In the development of moral capacity is the blight seen most deplorably. Made morally in the image of God, unconscious deterioration so blinds the moral perception of men and women that God's holiness is dragged down in the dust.
A young business man told me not long ago that it was very rare to find any exhibition of conscience in a business transaction. He was not a misanthrope. He was merely stating a fact. This does not mean that conscience is not here. Rather does it mean that the rapid rise in real estate values and the consequent desire of getting rich quick and the opportunity of so doing has unconsciously deteriorated our judgment of moral values. Several years ago at Yale University I heard a graduate of national reputation give a most inspiring address on the moral responsibilities of citizenship. To
day, because of his dealings, none so poor as to do him reverence.
A well-known New York minister once told me of a certain man who through many years had been à tower of strength in his church as Superintendent of Sunday School, yet that same man became the great corruptionist head of the political ring that prostituted justice in New Jersey and defeated the will of the people. I think that neither one of these men were hypocrites intentionally. They were but representatives of the great army of those who suffer from unconscious deterioration.

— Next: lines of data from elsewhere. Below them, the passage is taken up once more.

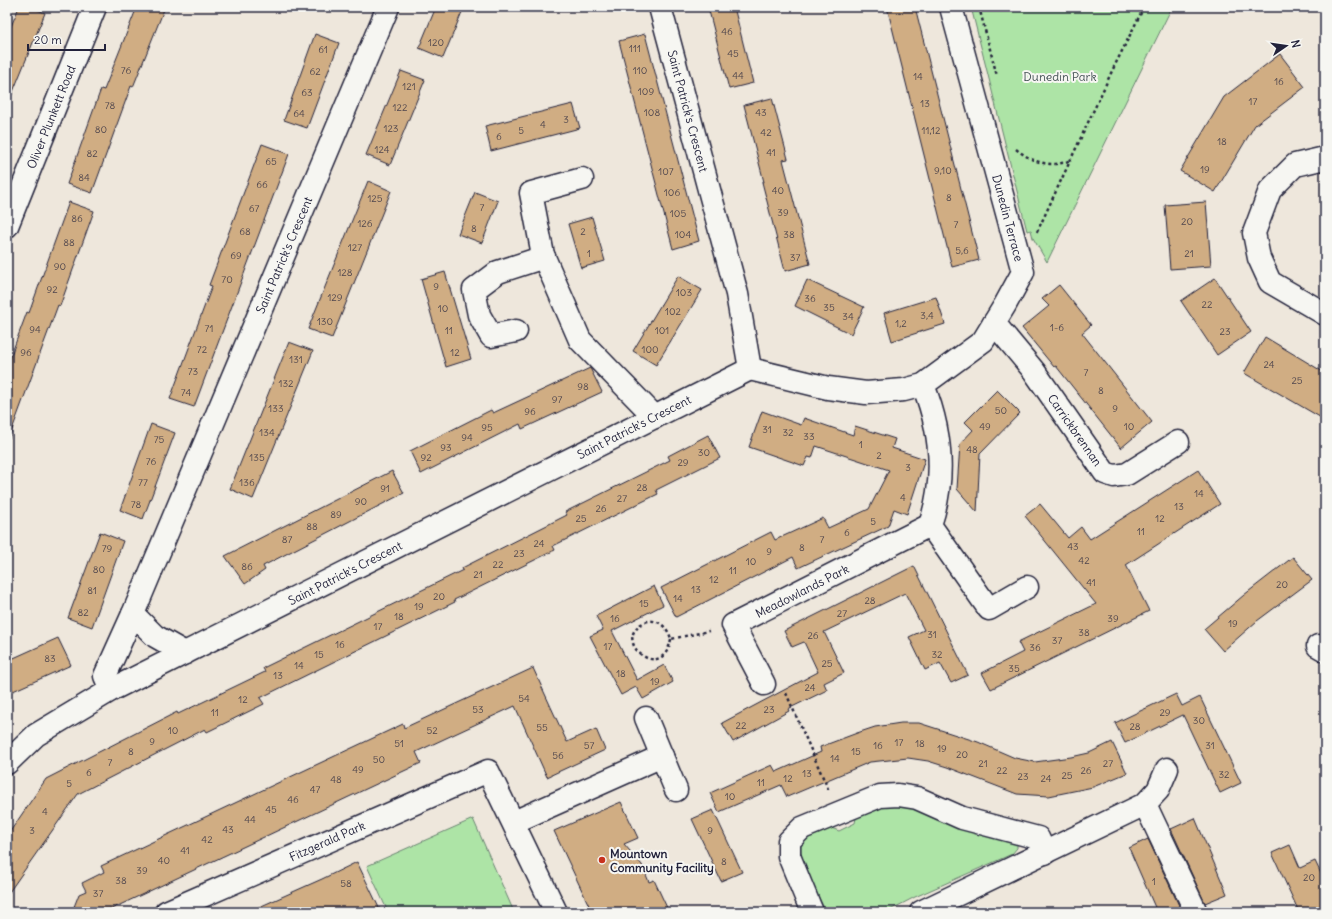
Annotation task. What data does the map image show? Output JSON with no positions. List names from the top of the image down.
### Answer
{
  "streets": {
    "street": [
      "Saint Patrick's Crescent",
      "Oliver Plunkett Road",
      "Dunedin Terrace",
      "Carrickbrennan",
      "Meadowlands Park",
      "Fitzgerald Park"
    ]
  },
  "crossings": [
    ["Saint Patrick's Crescent", "Dunedin Terrace"],
    ["Dunedin Terrace", "Carrickbrennan"]
  ],
  "parks": ["Dunedin Park"],
  "places": ["Mountown Community Facility"],
  "house_numbers": [
    "46",
    "120",
    "111",
    "61",
    "45",
    "76",
    "110",
    "62",
    "44",
    "14",
    "16",
    "121",
    "109",
    "63",
    "17",
    "13",
    "78",
    "122",
    "108",
    "43",
    "64",
    "3",
    "4",
    "123",
    "80",
    "5",
    "11,12",
    "42",
    "6",
    "18",
    "124",
    "41",
    "82",
    "65",
    "19",
    "9,10",
    "107",
    "84",
    "66",
    "40",
    "106",
    "8",
    "125",
    "7",
    "67",
    "39",
    "105",
    "86",
    "20",
    "126",
    "7",
    "8",
    "68",
    "2",
    "104",
    "38",
    "88",
    "127",
    "5,6",
    "1",
    "21",
    "69",
    "37",
    "90",
    "128",
    "70",
    "9",
    "92",
    "103",
    "129",
    "36",
    "22",
    "35",
    "10",
    "102",
    "3,4",
    "34",
    "130",
    "1,2",
    "1-6",
    "71",
    "94",
    "11",
    "101",
    "23",
    "72",
    "100",
    "96",
    "12",
    "131",
    "24",
    "73",
    "7",
    "25",
    "132",
    "98",
    "8",
    "74",
    "97",
    "133",
    "9",
    "50",
    "96",
    "49",
    "10",
    "95",
    "31",
    "134",
    "32",
    "33",
    "94",
    "75",
    "1",
    "93",
    "48",
    "30",
    "2",
    "135",
    "92",
    "76",
    "29",
    "3",
    "77",
    "136",
    "28",
    "91",
    "14",
    "4",
    "27",
    "90",
    "78",
    "13",
    "26",
    "89",
    "25",
    "12",
    "5",
    "88",
    "11",
    "6",
    "87",
    "7",
    "24",
    "43",
    "8",
    "79",
    "9",
    "23",
    "42",
    "10",
    "22",
    "86",
    "80",
    "11",
    "21",
    "12",
    "41",
    "20",
    "13",
    "81",
    "20",
    "14",
    "28",
    "15",
    "19",
    "82",
    "27",
    "18",
    "16",
    "39",
    "19",
    "17",
    "38",
    "31",
    "26",
    "37",
    "16",
    "17",
    "36",
    "15",
    "32",
    "83",
    "25",
    "14",
    "35",
    "18",
    "13",
    "19",
    "24",
    "54",
    "12",
    "53",
    "23",
    "11",
    "29",
    "30",
    "22",
    "28",
    "55",
    "10",
    "52",
    "9",
    "17",
    "51",
    "18",
    "57",
    "16",
    "31",
    "19",
    "8",
    "15",
    "20",
    "56",
    "14",
    "50",
    "7",
    "21",
    "27",
    "49",
    "22",
    "26",
    "6",
    "13",
    "32",
    "25",
    "23",
    "12",
    "24",
    "48",
    "11",
    "5",
    "47",
    "10",
    "46",
    "45",
    "4",
    "44",
    "43",
    "3",
    "9",
    "42",
    "41",
    "40",
    "8",
    "39",
    "20",
    "38",
    "1",
    "58",
    "37"
  ],
  "scale_bar": "20 m",
  "north": "right"
}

Do you think a United States Senator for a great sum, or a California State Senator for $300, or a municipal officer for other sum, realizes what he is doing when he sells his birthright for a Mess of Pottage? Rather have these seen so much corruption, breathed so constantly of the atmosphere of loose financial dealing that unconscious deterioration has made them forget that bribery held us in the same class with lying and thieving. In the realm of the heart unconscious deterioration leaves the mark of her deadly sway. The feelings, the impulses of a man are God's noblest gifts. You see sometimes a character as beautifying as a block of ice, sparkling in the sunshine, but as frigid, because love is not there. You see a life as pure as a slab of Italian marble, but as cold, because love for God is not there. You see men and women who once felt the yearnings after the noblest and the highest but they heeded not, and unconscious
deterioration has dried up the fountains of the heart.
Going into the wilderness and fighting down unconscious deterioration is the only safeguard.
Through lack of watchfulness, through palliating excuses comes deterioration. We must build up a public sentiment which will call a lie a lie, a theft a theft, and undeveloped talents a sin against ourselves and against God, and we must measure ourselves thereby and not some one else. We must get ingrained in our consciousness that insincerity and untruthfulness are at the basis of all deterioration. This is what Ruskin was always preaching. He saw that there were Seven Lamps of Architecture and the brightest of these was the Lamp of Truth. Says he, “Nobody wants ornaments in this world but everybody wants integrity. All the fair devices that ever were fancied are not worth a lie.” His keen eye saw the wreckage that lying had wrought in all the affairs of man's work. Here lying stones in the foundation, there lying tiles in the roof, yonder lying paint on a plaster column had wrought destruction and ruin to great cathedrals with priceless treasures of art and of beauty. In righteous indignation, he exclaims, “ It is good for us to remember this, as we tread upon the bare ground of these foundations and stumble over its scattered stones. Those rent skeletons of pierced wall, through which our sea winds moan and murmur," bear continuous testimony.* “It was not
Ruskin, “Seven Lamps of Architecture,” II-19.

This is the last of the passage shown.